What to work on >> So that the copy stays text only, transcribe the data below exactly and exclude the images.

+++ Records supplied

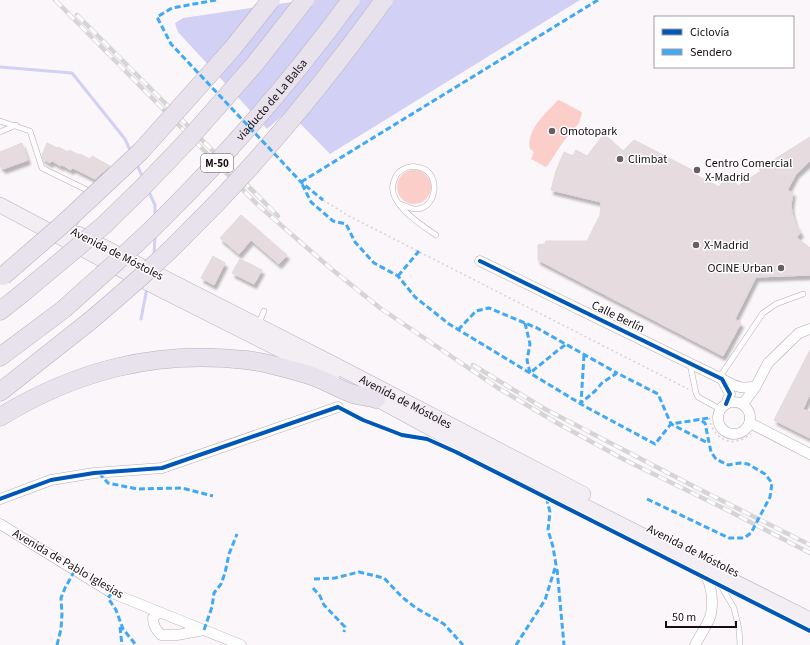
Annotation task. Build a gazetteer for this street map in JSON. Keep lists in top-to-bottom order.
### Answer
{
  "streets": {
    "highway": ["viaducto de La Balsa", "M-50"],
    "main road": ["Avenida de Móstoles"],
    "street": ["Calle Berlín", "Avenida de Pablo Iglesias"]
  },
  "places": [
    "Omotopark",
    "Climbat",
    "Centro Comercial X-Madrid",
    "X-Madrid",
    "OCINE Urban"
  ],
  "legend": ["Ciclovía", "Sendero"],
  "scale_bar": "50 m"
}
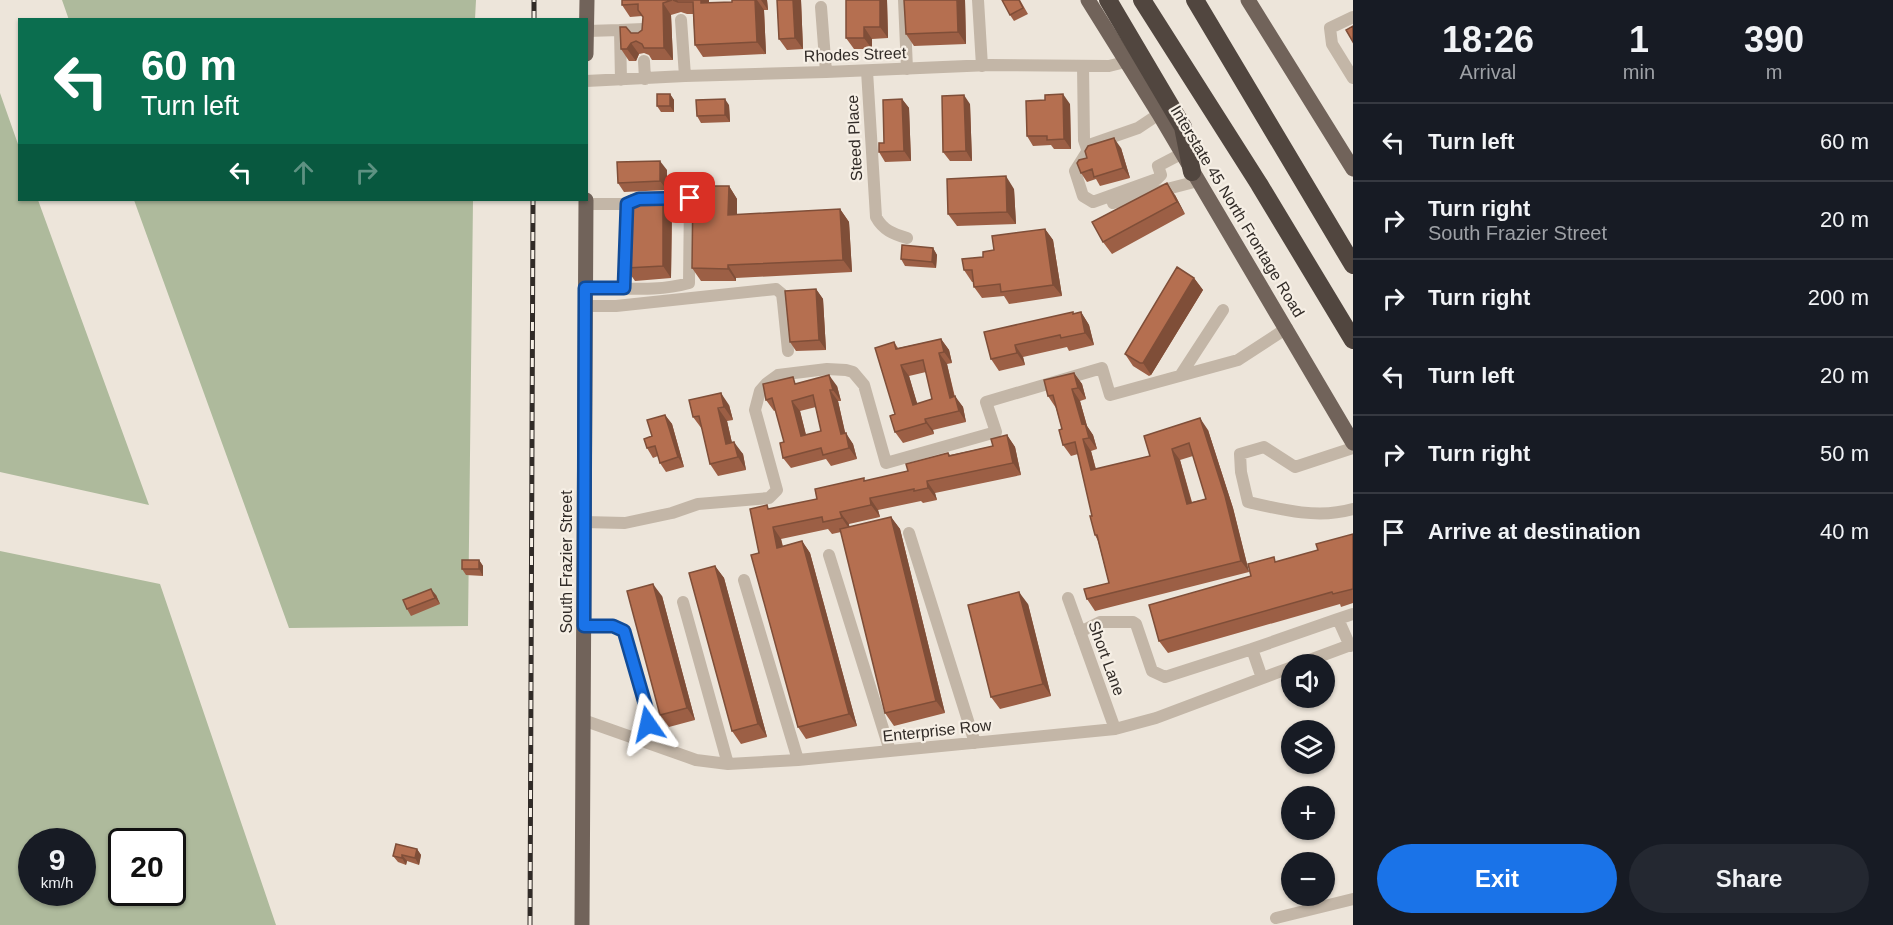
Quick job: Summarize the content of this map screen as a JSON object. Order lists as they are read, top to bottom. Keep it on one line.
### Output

++++++

Response to this task >>
Annotation task. Build a gazetteer for this street map in JSON. Keep lists in top-to-bottom order.
### Answer
{
  "streets": {
    "highway": ["viaducto de La Balsa", "M-50"],
    "main road": ["Avenida de Móstoles"],
    "street": ["Calle Berlín", "Avenida de Pablo Iglesias"]
  },
  "places": [
    "Omotopark",
    "Climbat",
    "Centro Comercial X-Madrid",
    "X-Madrid",
    "OCINE Urban"
  ],
  "legend": ["Ciclovía", "Sendero"],
  "scale_bar": "50 m"
}
Quick job: Summarize the content of this map screen as a JSON object. Order lists as they are read, top to bottom. Keep it on one line.
### Output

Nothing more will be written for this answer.